# Stored data
=-=-=-=-=
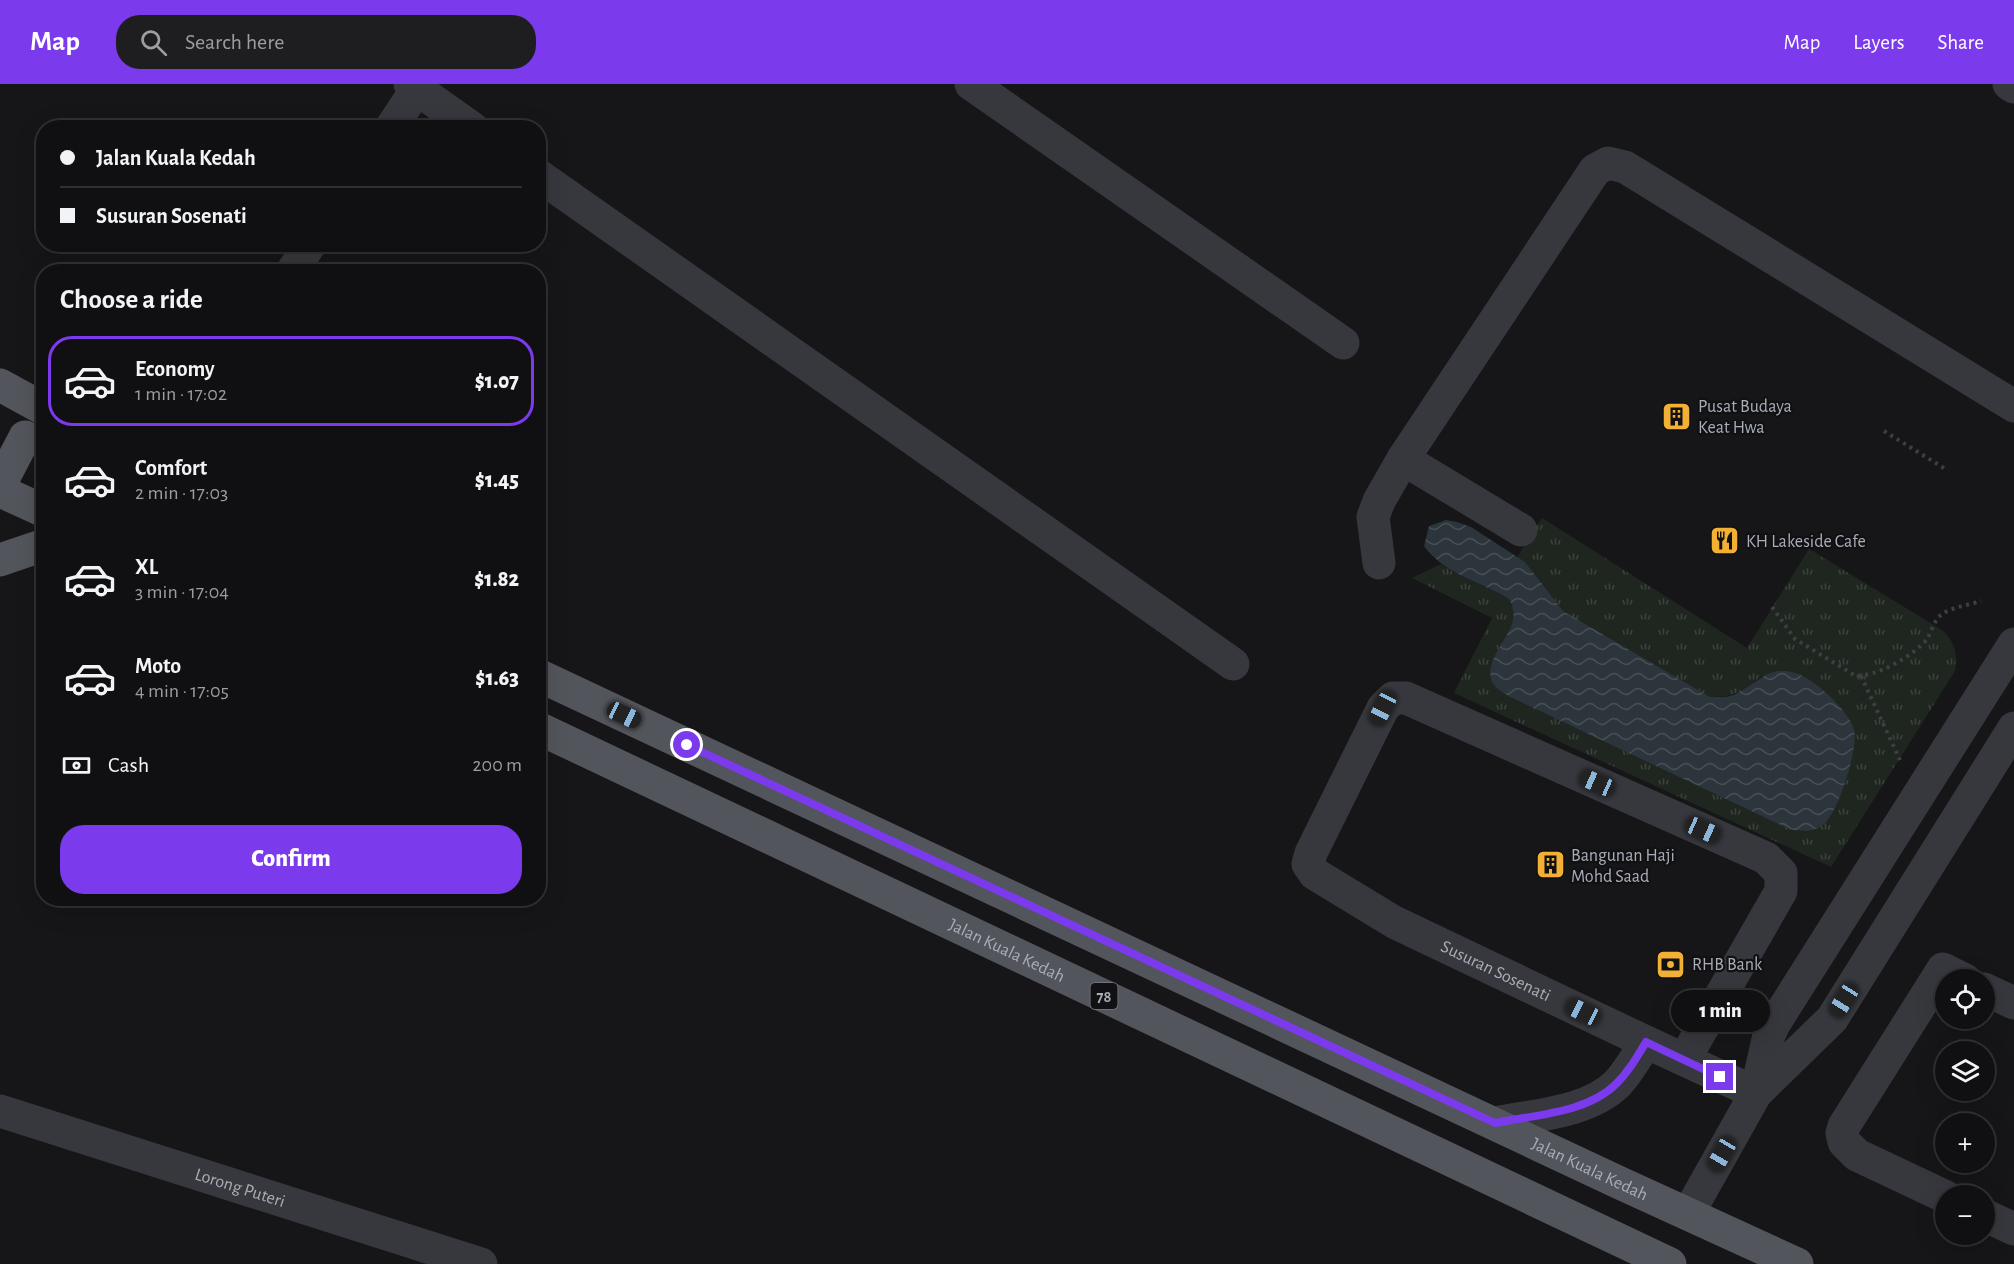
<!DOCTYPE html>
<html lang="en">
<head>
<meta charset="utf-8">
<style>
	:root { --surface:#101012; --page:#1e1e20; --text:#f1f3f6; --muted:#9c9d9f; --line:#303032; --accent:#7c3aed }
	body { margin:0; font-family:"Alegreya Sans",sans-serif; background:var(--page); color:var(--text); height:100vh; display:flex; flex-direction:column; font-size:22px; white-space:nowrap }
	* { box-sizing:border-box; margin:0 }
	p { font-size:20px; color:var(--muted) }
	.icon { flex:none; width:33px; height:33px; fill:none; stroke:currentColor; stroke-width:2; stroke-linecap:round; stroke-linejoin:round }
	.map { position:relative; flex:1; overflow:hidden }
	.details { position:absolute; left:36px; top:180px; width:510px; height:642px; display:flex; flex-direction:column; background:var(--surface); border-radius:24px; box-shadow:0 6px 24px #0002,0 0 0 2px var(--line) }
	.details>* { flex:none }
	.top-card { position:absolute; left:36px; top:36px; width:510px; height:132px; border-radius:24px; box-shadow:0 6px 24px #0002,0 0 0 2px var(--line); display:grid; align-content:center; height:132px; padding:0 24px; background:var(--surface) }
	.tools { position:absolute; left:1935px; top:885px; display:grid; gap:12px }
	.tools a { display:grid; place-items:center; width:60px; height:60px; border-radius:50%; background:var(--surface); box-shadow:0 6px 24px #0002,0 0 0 2px var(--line); font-size:30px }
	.end { position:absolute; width:27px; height:27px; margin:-14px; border:8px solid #7c3aed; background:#fff; box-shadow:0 0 0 3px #fff }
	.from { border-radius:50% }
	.bubble { position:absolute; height:42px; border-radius:21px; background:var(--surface); box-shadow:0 6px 24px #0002,0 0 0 2px var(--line); font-size:20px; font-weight:800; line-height:42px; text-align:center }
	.car { position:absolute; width:18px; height:36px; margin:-18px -9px; border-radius:8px; box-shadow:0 0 4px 2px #0007; background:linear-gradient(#222 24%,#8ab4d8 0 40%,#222 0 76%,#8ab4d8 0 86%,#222 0) }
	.top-card b { display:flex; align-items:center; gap:21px; height:57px; font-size:22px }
	.top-card b+b { border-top:2px solid var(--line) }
	.top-card i { width:15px; height:15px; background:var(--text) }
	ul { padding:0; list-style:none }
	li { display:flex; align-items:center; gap:18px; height:90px; margin:0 12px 9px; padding:0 12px; border:3px solid transparent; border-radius:24px }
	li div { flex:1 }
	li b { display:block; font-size:22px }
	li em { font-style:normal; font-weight:800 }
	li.current { border-color:var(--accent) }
	li>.icon { width:54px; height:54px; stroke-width:1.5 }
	h2 { padding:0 24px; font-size:27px; line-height:72px }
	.pay { display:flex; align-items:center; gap:15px; height:66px; padding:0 24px; font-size:22px }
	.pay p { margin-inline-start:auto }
	.button { display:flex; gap:12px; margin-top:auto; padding:12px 24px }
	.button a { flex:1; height:69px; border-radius:24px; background:var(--accent); color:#fff; font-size:24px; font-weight:800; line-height:69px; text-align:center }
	header { display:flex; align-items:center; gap:36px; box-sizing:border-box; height:84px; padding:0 30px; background:var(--accent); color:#fff }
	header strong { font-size:28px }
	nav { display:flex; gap:33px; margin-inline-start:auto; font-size:21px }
	.search { width:420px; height:54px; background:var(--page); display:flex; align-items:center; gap:15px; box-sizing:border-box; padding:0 21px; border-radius:24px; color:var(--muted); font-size:22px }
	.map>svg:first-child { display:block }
	.grass { fill:url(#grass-tufts) }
	.water { fill:url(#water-waves) }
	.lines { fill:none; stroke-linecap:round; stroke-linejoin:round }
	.path { stroke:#3d3f44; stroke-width:4; stroke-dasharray:3 4.5; stroke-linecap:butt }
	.minor { stroke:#37383d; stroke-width:33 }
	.major { stroke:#53555c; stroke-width:33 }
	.route { stroke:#7c3aed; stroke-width:8 }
	.labels { text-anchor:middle; stroke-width:4.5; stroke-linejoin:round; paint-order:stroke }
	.shield { fill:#111113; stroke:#7b7e86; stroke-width:1.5 }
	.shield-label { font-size:16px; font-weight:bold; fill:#a8adb8 }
	.poi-label { font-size:18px; fill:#a8adb8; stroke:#111113; text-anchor:start }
	.street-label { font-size:18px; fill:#a8adb8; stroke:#111113 }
</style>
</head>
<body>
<header>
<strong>Map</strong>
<div class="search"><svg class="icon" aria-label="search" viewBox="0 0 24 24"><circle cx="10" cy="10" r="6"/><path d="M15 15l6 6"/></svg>Search here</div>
<nav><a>Map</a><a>Layers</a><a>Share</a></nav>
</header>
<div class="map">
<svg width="2014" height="1180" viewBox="0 0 2014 1180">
	<defs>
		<pattern id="grass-tufts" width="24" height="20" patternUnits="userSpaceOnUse" patternTransform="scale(1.5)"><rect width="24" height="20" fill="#1e261f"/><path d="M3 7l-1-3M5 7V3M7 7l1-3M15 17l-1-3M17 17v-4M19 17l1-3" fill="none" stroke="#3c433d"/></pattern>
		<pattern id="water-waves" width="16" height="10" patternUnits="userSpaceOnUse" patternTransform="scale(1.5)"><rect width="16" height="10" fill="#2c353c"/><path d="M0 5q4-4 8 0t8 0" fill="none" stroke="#485056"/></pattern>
	</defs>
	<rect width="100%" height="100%" fill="#161618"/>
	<path class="grass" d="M1542 434 1747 564 1809 465 1942 546C1956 560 1957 567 1955 587L1831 783 1454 609 1492 534 1412 494 1441 480 1453 488 1498 509 1509 515 1514 523 1515 531 1511 543 1510 613 1789 745C1832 753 1834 723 1848 690L1762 592C1742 606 1736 613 1710 613L1563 527 1525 478 1517 473Z"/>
	<path class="water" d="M1446 436 1457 438 1471 443 1525 478 1563 527 1710 613C1719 613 1729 614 1737 609 1758 599 1769 581 1795 589 1814 594 1848 626 1854 645 1859 664 1838 729 1824 740 1814 749 1800 747 1789 745L1510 613C1504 609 1495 604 1492 598 1481 569 1528 545 1509 515 1480 497 1445 491 1424 462L1429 442Z"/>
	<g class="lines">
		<path class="path" d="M1884 347 1947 386
			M1772 523 1795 555 1854 591C1874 595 1915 571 1927 555 1932 547 1934 536 1941 531 1951 523 1969 521 1981 517
			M1861 592 1900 676"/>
		<g class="minor">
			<path d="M410 0 472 44"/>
			<path d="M971 0 1343 259"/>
			<path d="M2009 0 2014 3"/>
			<path d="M391 44 420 0"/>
			<path d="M538 91 1233 580"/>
			<path d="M292 188 310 160"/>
			<path d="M1403 375 1521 446"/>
			<path d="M1379 479 1373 433 1379 417 1403 375 1595 86 1608 79 1625 83 2014 322"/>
			<path d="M1984 905 2014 919"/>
			<path id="s1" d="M1684 976 1781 807V789L1766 774 1406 614H1393L1383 624 1311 769 1308 780 1315 790 1394 838 1646 958 1756 1009"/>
			<path d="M1756 1009 1769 951 1774 940 2014 560"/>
			<path id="s2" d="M0 1027 481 1180"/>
			<path d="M1495 1039C1534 1031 1587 1029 1617 1000 1629 987 1637 972 1646 958"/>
			<path d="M1946 1113 1857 1071 1844 1058 1842 1049 1844 1042 1943 885 1965 896"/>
			<path d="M1688 1130 1756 1009 1832 935 2014 644"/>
			<path d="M1984 1131 2014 1145"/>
		</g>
		<g class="major">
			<path d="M0 301 44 325"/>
			<path d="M0 401 25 353"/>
			<path d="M0 407 44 427"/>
			<path d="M0 476 44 461"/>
			<path id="s3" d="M538 591 1620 1099 1797 1180"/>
			<path id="s4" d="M538 644 1670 1180"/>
		</g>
	</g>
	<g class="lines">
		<path class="route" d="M687 661 1495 1039C1534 1031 1587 1029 1616 1000 1629 987 1637 973 1646 958L1720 993"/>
	</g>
	<defs>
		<symbol id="building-square" viewBox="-11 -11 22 22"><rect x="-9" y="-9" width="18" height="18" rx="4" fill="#f2b134" stroke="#111113"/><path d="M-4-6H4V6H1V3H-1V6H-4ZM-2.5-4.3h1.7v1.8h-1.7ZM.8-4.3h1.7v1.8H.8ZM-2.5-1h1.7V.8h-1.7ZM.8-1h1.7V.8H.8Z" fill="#111"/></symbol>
		<symbol id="restaurant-square" viewBox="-11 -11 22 22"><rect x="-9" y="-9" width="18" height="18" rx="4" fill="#f2b134" stroke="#111113"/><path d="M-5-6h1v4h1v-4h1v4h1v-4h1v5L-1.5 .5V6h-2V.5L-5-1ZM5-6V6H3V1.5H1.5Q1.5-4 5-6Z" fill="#111"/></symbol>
		<symbol id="bank-square" viewBox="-11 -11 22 22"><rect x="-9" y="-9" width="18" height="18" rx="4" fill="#f2b134" stroke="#111113"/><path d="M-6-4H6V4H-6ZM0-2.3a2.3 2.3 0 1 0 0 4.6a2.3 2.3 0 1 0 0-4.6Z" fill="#111"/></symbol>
	</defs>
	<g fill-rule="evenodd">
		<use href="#building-square" x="1660" y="316" width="33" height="33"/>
		<use href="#restaurant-square" x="1708" y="440" width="33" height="33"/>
		<use href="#building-square" x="1534" y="764" width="33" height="33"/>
		<use href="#bank-square" x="1654" y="864" width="33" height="33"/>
	</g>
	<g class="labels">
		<rect class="shield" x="1090.5" y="899" width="27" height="26" rx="4.5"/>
		<g class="shield-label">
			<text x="1104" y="918">78</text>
		</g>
		<g class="poi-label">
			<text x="1698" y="328">Pusat Budaya<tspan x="1698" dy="21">Keat Hwa</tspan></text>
			<text x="1746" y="463">KH Lakeside Cafe</text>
			<text x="1571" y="777">Bangunan Haji<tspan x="1571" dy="21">Mohd Saad</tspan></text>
			<text x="1692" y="886">RHB Bank</text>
		</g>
		<g class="street-label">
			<text dy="6" stroke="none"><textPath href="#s4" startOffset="519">Jalan Kuala Kedah</textPath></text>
			<text dy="6" stroke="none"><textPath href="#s1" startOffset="1046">Susuran Sosenati</textPath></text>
			<text dy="6" stroke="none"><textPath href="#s3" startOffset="1162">Jalan Kuala Kedah</textPath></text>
			<text dy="6" stroke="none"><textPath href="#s2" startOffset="252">Lorong Puteri</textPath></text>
		</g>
	</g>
</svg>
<div class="tools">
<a><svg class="icon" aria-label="locate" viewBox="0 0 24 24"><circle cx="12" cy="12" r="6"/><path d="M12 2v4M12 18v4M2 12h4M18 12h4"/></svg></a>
<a><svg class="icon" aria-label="layers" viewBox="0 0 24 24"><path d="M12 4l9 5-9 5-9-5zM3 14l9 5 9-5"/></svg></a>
<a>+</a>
<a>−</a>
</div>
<i class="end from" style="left:687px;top:661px"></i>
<i class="end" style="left:1720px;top:993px"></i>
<div class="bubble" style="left:1671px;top:906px;width:99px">1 min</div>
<i class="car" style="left:1383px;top:624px;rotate:207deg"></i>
<i class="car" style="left:624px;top:631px;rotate:115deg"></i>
<i class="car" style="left:1597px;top:699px;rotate:294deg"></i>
<i class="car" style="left:1703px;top:746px;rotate:114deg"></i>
<i class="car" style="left:1844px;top:916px;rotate:212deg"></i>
<i class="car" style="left:1583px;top:928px;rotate:296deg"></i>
<i class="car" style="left:1722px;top:1070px;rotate:210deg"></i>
<div class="top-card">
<b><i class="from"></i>Jalan Kuala Kedah</b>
<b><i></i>Susuran Sosenati</b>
</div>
<section class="details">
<h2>Choose a ride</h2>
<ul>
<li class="current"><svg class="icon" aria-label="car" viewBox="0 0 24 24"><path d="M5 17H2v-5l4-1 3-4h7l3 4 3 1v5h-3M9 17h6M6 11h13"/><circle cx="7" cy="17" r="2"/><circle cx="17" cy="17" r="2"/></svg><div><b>Economy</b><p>1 min · 17:02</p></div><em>$1.07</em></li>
<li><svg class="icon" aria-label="car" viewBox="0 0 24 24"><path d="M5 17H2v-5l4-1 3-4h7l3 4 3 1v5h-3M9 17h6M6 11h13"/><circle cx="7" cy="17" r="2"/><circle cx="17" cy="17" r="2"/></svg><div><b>Comfort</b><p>2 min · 17:03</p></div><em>$1.45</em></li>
<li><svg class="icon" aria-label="car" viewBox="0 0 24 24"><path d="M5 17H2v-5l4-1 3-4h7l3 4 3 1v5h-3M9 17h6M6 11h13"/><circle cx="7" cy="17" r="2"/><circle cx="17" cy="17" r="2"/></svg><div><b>XL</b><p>3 min · 17:04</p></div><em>$1.82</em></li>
<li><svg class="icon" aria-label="car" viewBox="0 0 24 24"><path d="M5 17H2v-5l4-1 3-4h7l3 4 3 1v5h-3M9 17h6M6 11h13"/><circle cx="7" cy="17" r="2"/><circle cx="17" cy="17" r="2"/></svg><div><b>Moto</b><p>4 min · 17:05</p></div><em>$1.63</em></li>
</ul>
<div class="pay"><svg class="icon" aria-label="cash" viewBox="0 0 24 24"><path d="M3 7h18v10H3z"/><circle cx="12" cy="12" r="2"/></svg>Cash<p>200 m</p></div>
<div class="button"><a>Confirm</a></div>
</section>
</div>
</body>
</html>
=-=-=-=-=
Copy every line exactly, from the opening line of the entries down to the line holding "position:absolute; width:18px; height:36px;", and keep the pictures out.

<!DOCTYPE html>
<html lang="en">
<head>
<meta charset="utf-8">
<style>
	:root { --surface:#101012; --page:#1e1e20; --text:#f1f3f6; --muted:#9c9d9f; --line:#303032; --accent:#7c3aed }
	body { margin:0; font-family:"Alegreya Sans",sans-serif; background:var(--page); color:var(--text); height:100vh; display:flex; flex-direction:column; font-size:22px; white-space:nowrap }
	* { box-sizing:border-box; margin:0 }
	p { font-size:20px; color:var(--muted) }
	.icon { flex:none; width:33px; height:33px; fill:none; stroke:currentColor; stroke-width:2; stroke-linecap:round; stroke-linejoin:round }
	.map { position:relative; flex:1; overflow:hidden }
	.details { position:absolute; left:36px; top:180px; width:510px; height:642px; display:flex; flex-direction:column; background:var(--surface); border-radius:24px; box-shadow:0 6px 24px #0002,0 0 0 2px var(--line) }
	.details>* { flex:none }
	.top-card { position:absolute; left:36px; top:36px; width:510px; height:132px; border-radius:24px; box-shadow:0 6px 24px #0002,0 0 0 2px var(--line); display:grid; align-content:center; height:132px; padding:0 24px; background:var(--surface) }
	.tools { position:absolute; left:1935px; top:885px; display:grid; gap:12px }
	.tools a { display:grid; place-items:center; width:60px; height:60px; border-radius:50%; background:var(--surface); box-shadow:0 6px 24px #0002,0 0 0 2px var(--line); font-size:30px }
	.end { position:absolute; width:27px; height:27px; margin:-14px; border:8px solid #7c3aed; background:#fff; box-shadow:0 0 0 3px #fff }
	.from { border-radius:50% }
	.bubble { position:absolute; height:42px; border-radius:21px; background:var(--surface); box-shadow:0 6px 24px #0002,0 0 0 2px var(--line); font-size:20px; font-weight:800; line-height:42px; text-align:center }
	.car { position:absolute; width:18px; height:36px; margin:-18px -9px; border-radius:8px; box-shadow:0 0 4px 2px #0007; background:linear-gradient(#222 24%,#8ab4d8 0 40%,#222 0 76%,#8ab4d8 0 86%,#222 0) }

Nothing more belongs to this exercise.